Arthur, enchanté

Julie Brochen et Christian Schiaretti montent le premier volet d’une fresque sur le cycle du Graal.

Gilles Costaz  • 24 mai 2012 abonné·es

Trente heures de théâtre ! C’est l’objectif que se sont donné deux bastions du secteur subventionné, le Théâtre national de Strasbourg et le Théâtre national populaire de Villeurbanne, autour du colossal cycle du Graal Théâtre, de Florence Delay et Jacques Roubaud. L’affaire commence tout juste, avec un premier épisode de trois heures, Merlin l’enchanteur. Les neuf autres pièces du cycle seront créées peu à peu – Gauvain et le Chevalier vert est programmé pour la saison prochaine.

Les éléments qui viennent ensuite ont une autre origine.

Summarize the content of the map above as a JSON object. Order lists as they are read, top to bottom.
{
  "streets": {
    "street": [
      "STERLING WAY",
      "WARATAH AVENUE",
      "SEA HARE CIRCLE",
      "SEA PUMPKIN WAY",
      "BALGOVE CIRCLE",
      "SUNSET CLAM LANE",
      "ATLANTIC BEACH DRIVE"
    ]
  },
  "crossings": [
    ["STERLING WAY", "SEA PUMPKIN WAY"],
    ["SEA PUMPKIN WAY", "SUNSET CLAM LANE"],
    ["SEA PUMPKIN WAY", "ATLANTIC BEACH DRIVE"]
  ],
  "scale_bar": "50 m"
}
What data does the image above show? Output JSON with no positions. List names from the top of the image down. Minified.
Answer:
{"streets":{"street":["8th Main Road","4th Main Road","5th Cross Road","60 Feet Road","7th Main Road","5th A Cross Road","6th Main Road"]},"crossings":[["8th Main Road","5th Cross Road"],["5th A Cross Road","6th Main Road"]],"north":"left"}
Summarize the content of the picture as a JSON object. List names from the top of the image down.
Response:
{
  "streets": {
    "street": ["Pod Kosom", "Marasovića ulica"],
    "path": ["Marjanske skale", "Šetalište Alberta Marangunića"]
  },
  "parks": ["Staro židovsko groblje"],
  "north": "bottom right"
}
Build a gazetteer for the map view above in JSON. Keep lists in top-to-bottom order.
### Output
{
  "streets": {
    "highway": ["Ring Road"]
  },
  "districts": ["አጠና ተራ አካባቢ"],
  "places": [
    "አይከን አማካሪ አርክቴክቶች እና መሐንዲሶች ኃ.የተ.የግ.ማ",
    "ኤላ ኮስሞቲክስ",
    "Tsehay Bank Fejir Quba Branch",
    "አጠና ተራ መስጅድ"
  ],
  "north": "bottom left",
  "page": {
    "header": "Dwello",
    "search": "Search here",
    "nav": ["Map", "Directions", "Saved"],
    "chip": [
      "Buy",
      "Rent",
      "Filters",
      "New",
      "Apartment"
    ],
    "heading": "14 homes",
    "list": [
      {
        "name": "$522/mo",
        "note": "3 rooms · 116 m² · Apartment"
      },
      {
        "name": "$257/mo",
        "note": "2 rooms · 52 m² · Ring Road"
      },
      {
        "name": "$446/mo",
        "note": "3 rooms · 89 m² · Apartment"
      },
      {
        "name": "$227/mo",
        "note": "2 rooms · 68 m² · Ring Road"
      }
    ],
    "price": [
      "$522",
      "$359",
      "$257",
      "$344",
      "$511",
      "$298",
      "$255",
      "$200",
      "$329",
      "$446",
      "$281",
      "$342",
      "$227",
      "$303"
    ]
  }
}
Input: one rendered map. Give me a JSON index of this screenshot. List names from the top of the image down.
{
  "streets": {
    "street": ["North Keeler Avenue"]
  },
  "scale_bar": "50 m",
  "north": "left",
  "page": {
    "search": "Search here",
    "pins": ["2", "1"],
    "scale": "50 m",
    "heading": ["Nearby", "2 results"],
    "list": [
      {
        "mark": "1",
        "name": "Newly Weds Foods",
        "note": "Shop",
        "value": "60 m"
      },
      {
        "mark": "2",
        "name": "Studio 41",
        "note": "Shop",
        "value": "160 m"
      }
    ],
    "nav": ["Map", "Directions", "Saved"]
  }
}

Ce bel accord, qui rompt avec la politique de tour d’ivoire de bien des établissements publics, est d’abord celui de deux directeurs-metteurs en scène, Julie Brochen, patronne du TNS, et Christian Schiaretti, le maître du TNP. Ils se sont associés, allant jusqu’à faire cette première mise en scène de conserve, mais ils devraient monter les spectacles suivants individuellement – tout en mêlant les acteurs permanents des deux équipes. C’est en effet l’un des autres enjeux de l’aventure : impliquer deux troupes dans un brassage des talents pour des réalisations qui exigent de grandes distributions.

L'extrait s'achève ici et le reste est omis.